Although I have not actually started the model itself yet, I have completed the display case (apart from varnishing - Size - 15 1/2 inches by 6 1/2 inches & 6 3/4 inches tall). Also assembled the carrying case & the inner base ready for the sea.
Bob


----------



## Shipbuilder (Jun 30, 2005)

I have now cut out the hull & roughly shaped it (with coping saw & scalpel). I have also laid the maindeck planking. Torrential rain has prevented me from completing the varnishing of the display case woodwork & the completion of the carrying case. I suppose it will rain again tomorrow, so that will means I can push ahead on the hull.


----------



## Shipbuilder (Jun 30, 2005)

The model is coming along fine now with the poop fitted and the counter stern shaped. The forceastle head and clipper bow are in the process of shaping and the bulwarks have been fitted. Torrential rain every day has slowed me somehwat as it prevents me working outside on the rougher aspects such as shaping the hull with a coarse file.
It will soon be ready for plating & painting. I find this size of model very satisfying & not much work as the hull can be held in the palm of the hand. 
For some reason, there is virtually no interest in this sort of model by today's model makers, but this works to my advantage more than anything else, as the demand exceeds the supply. 
Bob


----------



## liteflight (Jan 25, 2008)

Bob,

Watching the build with interest, its inspiring to see how you tackle the steps. What do you plate with?
please keep them coming
andrew


----------



## Shipbuilder (Jun 30, 2005)

Hello Andrew,
I plate with paper masking tape. It is extremely sticky and appears to be very permament. Even after twenty years it remains fast & by then has gone so hard it is even difficult to get off even if one wants to.
This morning, I fitted the bowsprit/jibboom socket, embedded in plastic metal whilst the bowsprit was held at the correct angle with a simple, but precisely angled jig. The forecastle deck was then glued on top.
Bob


----------



## liteflight (Jan 25, 2008)

Bob,

Thanks, interesting. You mean the crepe masking tape? I have seen this used for "plating" on a plug, but of course this was a one use/short life application. 
No doubt you are coating it with varnish, sealer or paint, so this impregnates it and makes it very durable.

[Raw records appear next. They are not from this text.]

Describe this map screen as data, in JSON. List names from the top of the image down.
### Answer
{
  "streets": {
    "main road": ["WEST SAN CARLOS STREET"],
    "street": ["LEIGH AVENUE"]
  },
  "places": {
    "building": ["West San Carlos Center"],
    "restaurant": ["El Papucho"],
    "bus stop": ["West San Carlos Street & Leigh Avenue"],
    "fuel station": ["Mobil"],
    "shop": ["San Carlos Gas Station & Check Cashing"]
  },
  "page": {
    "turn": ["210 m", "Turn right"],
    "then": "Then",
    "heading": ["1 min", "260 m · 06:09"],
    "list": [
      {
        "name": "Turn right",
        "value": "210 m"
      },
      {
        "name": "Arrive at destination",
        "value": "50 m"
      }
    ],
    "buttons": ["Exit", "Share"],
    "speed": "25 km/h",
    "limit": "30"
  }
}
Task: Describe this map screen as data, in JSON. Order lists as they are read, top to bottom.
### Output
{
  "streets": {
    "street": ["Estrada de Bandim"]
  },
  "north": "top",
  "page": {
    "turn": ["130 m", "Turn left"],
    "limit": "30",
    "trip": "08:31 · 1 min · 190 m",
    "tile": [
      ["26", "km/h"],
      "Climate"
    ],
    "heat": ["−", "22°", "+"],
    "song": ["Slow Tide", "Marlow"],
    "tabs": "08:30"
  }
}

The individual plate sizes will be rather small at your scales! With my square hands I find I use a scalpel a lot, not only to cut but also as a precise pickup and positioning tool. 

andrew


----------



## Shipbuilder (Jun 30, 2005)

Andrew,
Yes, that is the tape I use. When pressed firmly on the hull with a smooth rounded item (Plastic button on end of a cheap ball pen), the crepeiness is smoothed out. I don't put individual plates on, but complete plating runs from bow to stern with and equal gap between strips. This gives an excellent impression of the "raised strake, sunken strake" method of plating. The individual plates next to each other were often butted on to each other and consequently the vertical joins could not be seen on real ships unless very close! I also pick up small items on the end of a scalpel. Once plated, I simply paint with a water-base paint (Chromacolour) that dries in ten minutes (no patience for other types of paint).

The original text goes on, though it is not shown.